Wie ziet dus niet ten allerklaarsten, dat hier van geen Leen, maar van een Huwelyk en uitgeschoten geld gewag gemaakt word; hoewel het ons onbekend is, wat hier over gesproken mag zijn; dan, het zij ons genoeg te weeten, welke zaak bij het Compromis bepaald was. Met reden moest men verwagten, dat een man als de Heer WAGENAAR, in ’t Charterboek, II. Deel, pag. 12, zoude hebben gezien, dat, in het daar uit bijgebragte getuigschrift, de Brabanders Graaf JAN, niet alleen noemden Graaf van Henegouwen, maar ook van Holland en Zeeland, en Heer van Friesland. Dit nu leezende, behoorde hem zo wel als ons te zijn gebleeken, op de allerovertuigendste wijze, dat ’er, op den 13 den Aug. geen verschil meer was over het Graafschap van Holland, dewijl dat op den 10den reeds afgedaan was, in ’t zelfde oogenblik dat ALBERT, op ’t eerstegezigt van Graave JAN, de vlugt nam.

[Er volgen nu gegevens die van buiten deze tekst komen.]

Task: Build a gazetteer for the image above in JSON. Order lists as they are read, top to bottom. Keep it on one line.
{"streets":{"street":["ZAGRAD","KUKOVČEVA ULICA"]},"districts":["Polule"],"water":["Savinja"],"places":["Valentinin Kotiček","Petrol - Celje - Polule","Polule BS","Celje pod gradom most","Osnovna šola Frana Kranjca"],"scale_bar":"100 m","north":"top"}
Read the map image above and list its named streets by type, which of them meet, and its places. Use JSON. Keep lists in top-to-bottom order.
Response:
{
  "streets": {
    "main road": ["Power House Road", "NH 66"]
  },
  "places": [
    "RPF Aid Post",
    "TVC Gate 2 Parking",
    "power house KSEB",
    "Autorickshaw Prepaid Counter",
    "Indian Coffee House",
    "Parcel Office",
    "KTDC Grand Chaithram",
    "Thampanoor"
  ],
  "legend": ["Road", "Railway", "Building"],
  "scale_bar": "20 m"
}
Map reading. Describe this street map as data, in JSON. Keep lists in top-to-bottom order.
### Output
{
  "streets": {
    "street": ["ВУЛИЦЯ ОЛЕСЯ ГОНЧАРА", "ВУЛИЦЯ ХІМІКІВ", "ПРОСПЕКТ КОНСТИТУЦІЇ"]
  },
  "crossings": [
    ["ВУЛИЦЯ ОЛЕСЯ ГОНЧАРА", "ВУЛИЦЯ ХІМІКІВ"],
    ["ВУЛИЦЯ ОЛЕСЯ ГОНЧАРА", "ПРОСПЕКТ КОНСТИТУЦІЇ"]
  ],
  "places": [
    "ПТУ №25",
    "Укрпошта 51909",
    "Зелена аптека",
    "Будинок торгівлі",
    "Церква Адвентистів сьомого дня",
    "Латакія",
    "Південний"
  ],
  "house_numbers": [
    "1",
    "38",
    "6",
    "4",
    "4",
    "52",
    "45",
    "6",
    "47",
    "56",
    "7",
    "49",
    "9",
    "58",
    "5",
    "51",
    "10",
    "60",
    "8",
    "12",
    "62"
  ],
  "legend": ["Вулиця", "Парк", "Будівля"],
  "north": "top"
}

Wij achten de waarheid deszer geschiedenisse te klaar, dan dat wij, volgens veeler gewoonte, blindelings de misslagen van WAGENAAR zouden volgen. Zie verder SCHRIVERIUS , in de Toetssteen op de Goudsche Chronijk, bl. 267. en zijn Chronijk der Graven van Holland, in 410. VOSSIUS, Nederlandsche Jaarboeboeken, bl. 260. die mede opzettelijk ontkent, dat de oude MELIS, die in dien tijd leefde en schreef, daar iets van wist; VAN HEMERT, Graven van Holland, bl. 205. en boven allen de onschatbaare aantekeningen van den Heere B. HUIBEKOOPER, op den gemelden MELIS STOKE, die hier alles beslissen, in ’t III. Deel, bl. 22, 23 en 24, en verder bl. 527 en 528 enz. Tot slot voegen wij hier bij, de woorden, Graave JAN DEN TWEEDEN, door LANGENDijK, in den mond geleid.
„ Ik heb, beroemde Vorst, geen vrijgeleij begeerd,
„ En ’t vroomste volk vergaard, op dat gij werd geëerd,
,, Indien gij u als vriend en Bondgenoot wilt draagen;
„ Doch zo ge uw achting door een vijandschap wilt wagen,
„ Koome ik u vroeg genoeg, en toone u met mijn magt,
„ Hoe weinig Holland hier het Duitsche Leenrecht acht.
LANGENDYK, Graven van Holland, bl. 150.